Records for the exercise:
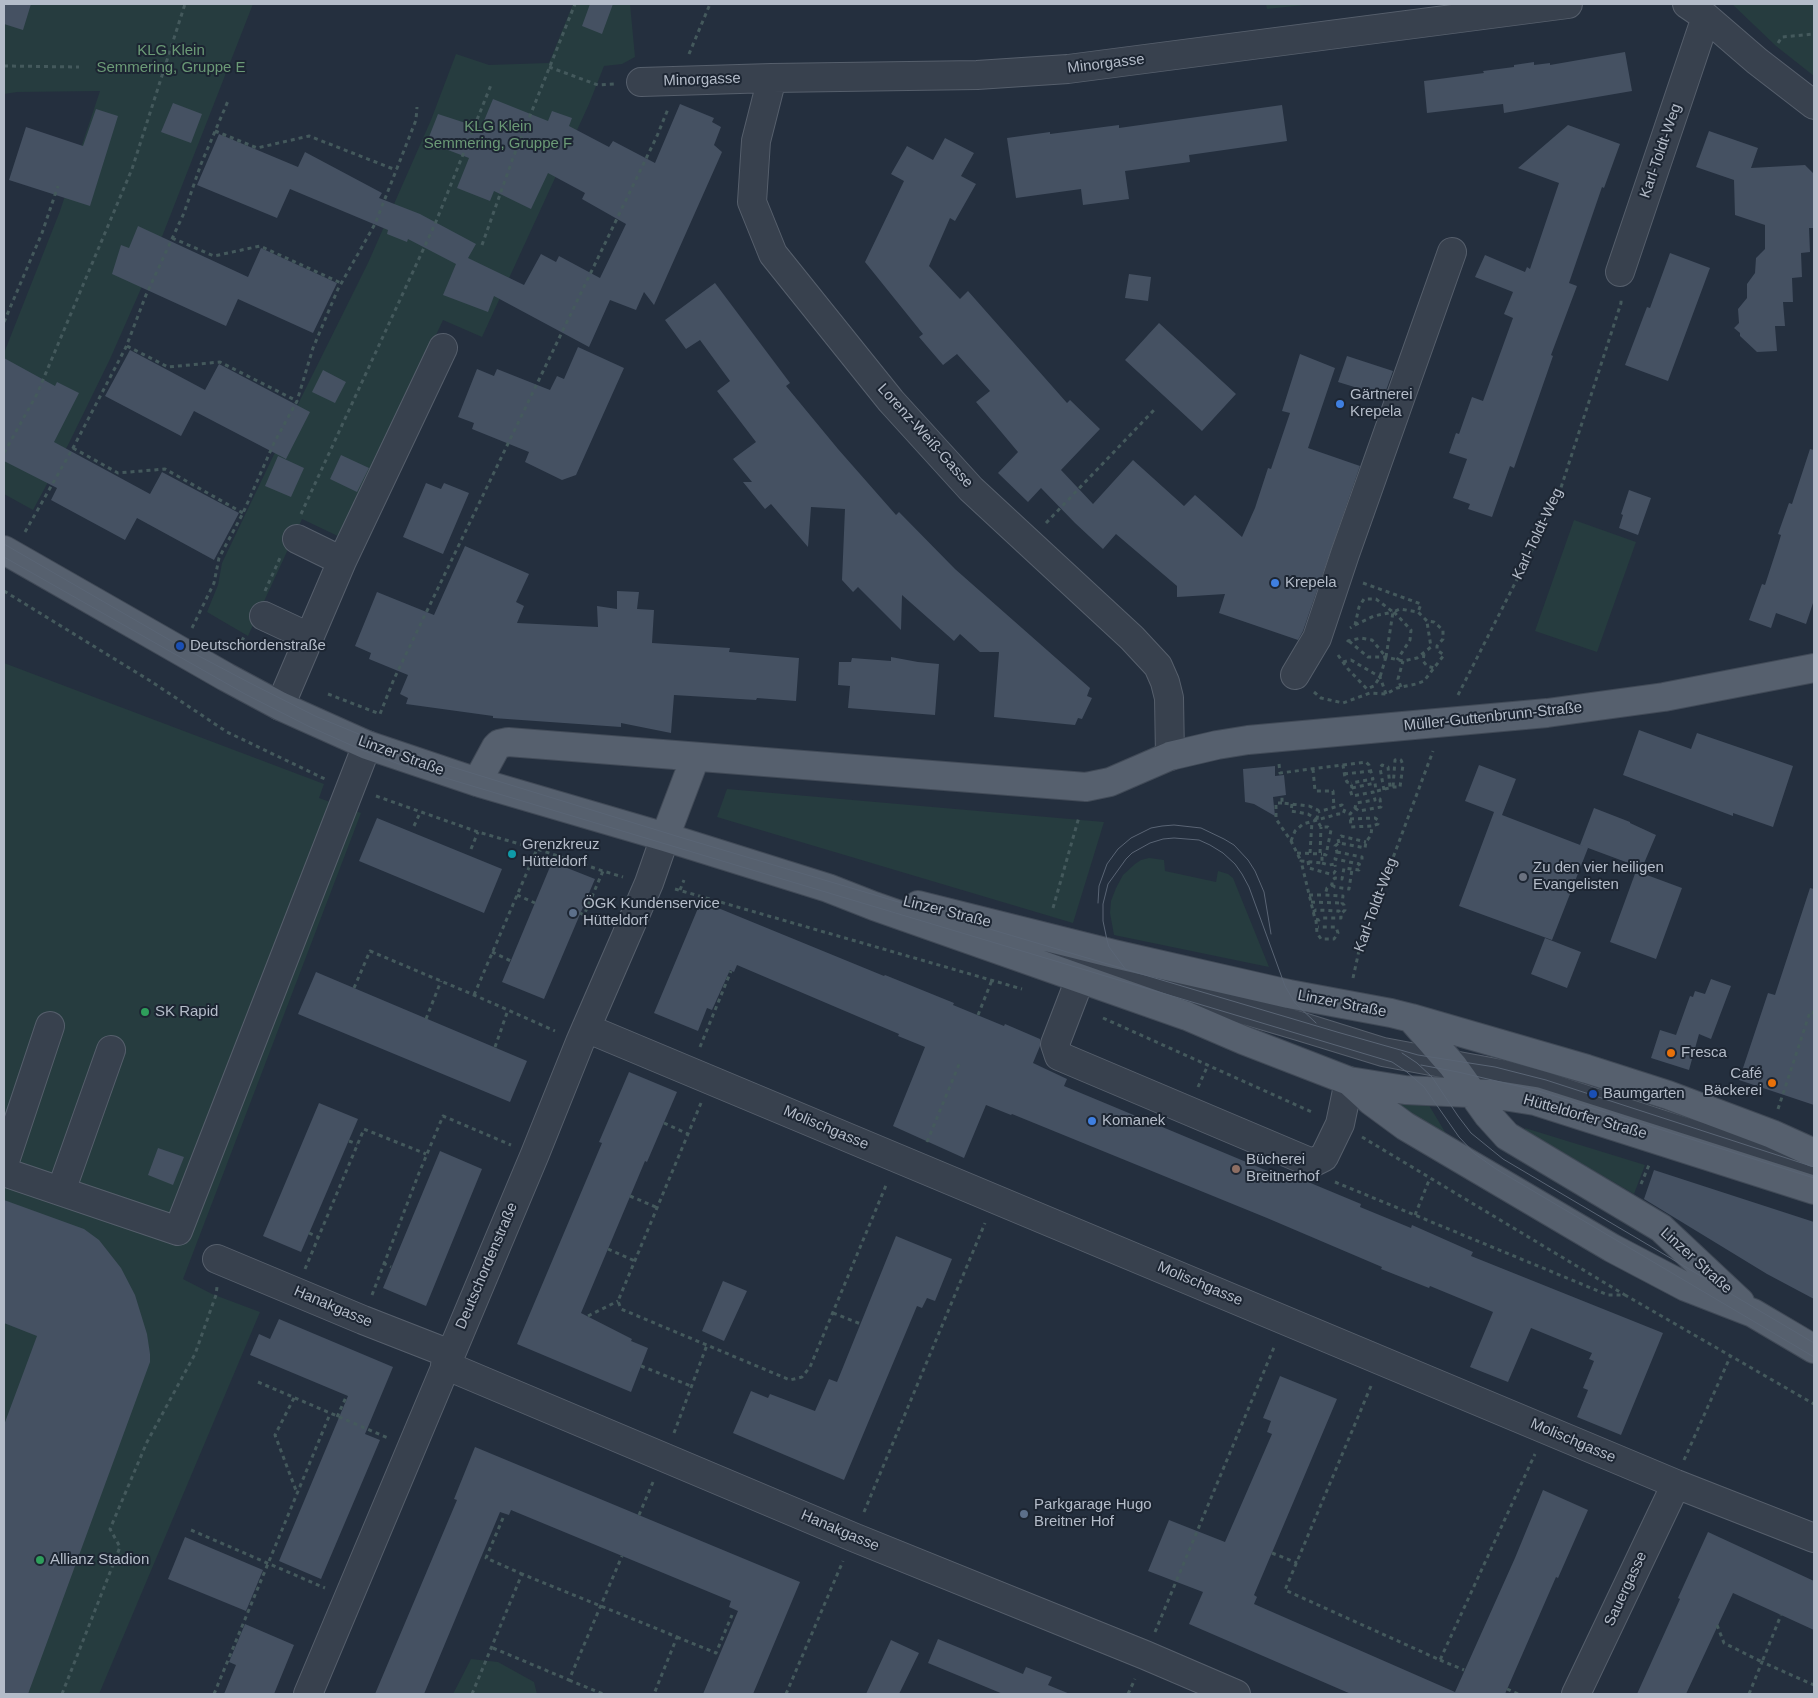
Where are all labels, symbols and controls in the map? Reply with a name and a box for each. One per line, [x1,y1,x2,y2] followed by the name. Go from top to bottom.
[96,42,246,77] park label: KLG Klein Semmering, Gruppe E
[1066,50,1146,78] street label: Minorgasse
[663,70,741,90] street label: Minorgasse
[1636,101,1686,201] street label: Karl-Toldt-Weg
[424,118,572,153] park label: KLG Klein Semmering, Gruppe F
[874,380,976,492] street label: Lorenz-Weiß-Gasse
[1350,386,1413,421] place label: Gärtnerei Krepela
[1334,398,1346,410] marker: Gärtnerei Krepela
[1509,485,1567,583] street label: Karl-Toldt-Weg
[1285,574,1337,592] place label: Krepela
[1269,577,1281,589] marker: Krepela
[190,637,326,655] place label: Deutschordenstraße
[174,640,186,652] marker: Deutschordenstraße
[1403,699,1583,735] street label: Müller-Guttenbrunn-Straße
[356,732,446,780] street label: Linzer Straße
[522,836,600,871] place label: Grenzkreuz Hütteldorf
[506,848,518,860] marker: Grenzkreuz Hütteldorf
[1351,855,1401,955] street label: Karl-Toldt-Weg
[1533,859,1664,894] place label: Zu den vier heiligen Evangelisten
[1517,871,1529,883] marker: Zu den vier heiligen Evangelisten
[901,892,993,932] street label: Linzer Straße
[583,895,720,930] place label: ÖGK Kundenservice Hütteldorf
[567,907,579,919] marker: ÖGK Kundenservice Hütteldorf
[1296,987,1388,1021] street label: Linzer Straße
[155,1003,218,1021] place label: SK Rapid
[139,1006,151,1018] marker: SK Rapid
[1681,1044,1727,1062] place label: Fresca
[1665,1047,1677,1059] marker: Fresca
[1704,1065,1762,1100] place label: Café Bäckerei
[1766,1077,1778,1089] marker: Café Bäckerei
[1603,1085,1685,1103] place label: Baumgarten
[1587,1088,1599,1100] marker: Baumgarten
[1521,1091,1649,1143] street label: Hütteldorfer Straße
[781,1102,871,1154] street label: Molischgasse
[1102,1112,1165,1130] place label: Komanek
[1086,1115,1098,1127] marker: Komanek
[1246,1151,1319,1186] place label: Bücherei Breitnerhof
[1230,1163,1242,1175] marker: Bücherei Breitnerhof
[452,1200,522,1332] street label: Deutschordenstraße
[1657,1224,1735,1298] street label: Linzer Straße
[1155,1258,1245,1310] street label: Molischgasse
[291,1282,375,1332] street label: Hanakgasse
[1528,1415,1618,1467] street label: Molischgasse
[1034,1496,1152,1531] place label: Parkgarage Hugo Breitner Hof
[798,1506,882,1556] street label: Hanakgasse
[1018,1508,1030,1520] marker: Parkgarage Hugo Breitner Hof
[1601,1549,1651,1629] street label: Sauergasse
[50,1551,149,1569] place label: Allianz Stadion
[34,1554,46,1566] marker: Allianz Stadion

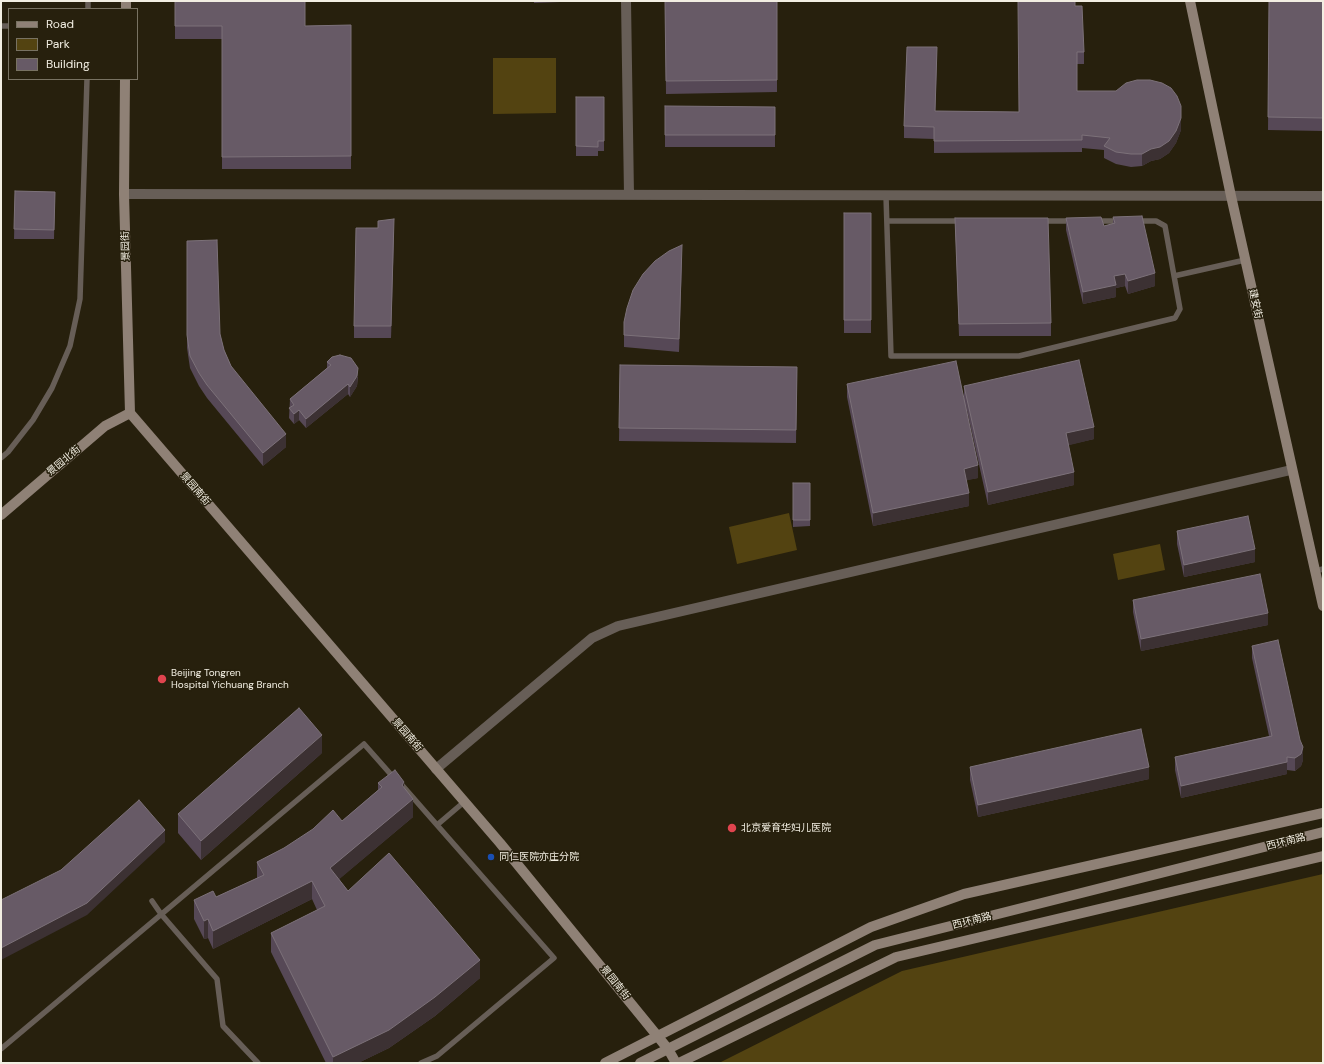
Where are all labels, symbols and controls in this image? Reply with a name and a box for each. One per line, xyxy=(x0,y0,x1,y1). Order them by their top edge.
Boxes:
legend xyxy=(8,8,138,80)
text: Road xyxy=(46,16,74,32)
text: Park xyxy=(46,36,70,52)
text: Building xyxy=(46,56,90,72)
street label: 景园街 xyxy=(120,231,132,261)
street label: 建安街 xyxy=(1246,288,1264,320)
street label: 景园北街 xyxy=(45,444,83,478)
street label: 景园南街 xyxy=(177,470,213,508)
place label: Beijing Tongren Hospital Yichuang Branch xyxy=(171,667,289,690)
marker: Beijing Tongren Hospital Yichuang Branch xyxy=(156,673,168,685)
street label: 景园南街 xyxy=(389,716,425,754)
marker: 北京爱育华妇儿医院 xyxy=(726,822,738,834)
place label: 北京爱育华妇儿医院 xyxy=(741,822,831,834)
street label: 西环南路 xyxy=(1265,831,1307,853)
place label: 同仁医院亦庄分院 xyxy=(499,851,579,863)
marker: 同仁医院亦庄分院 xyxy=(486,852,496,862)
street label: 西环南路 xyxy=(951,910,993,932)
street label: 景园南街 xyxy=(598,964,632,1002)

Your assignment: Wherever the word "Bäckerei" appears in the entries above, copy that whole line.

Expected answer:
[1704,1065,1762,1100] place label: Café Bäckerei
[1766,1077,1778,1089] marker: Café Bäckerei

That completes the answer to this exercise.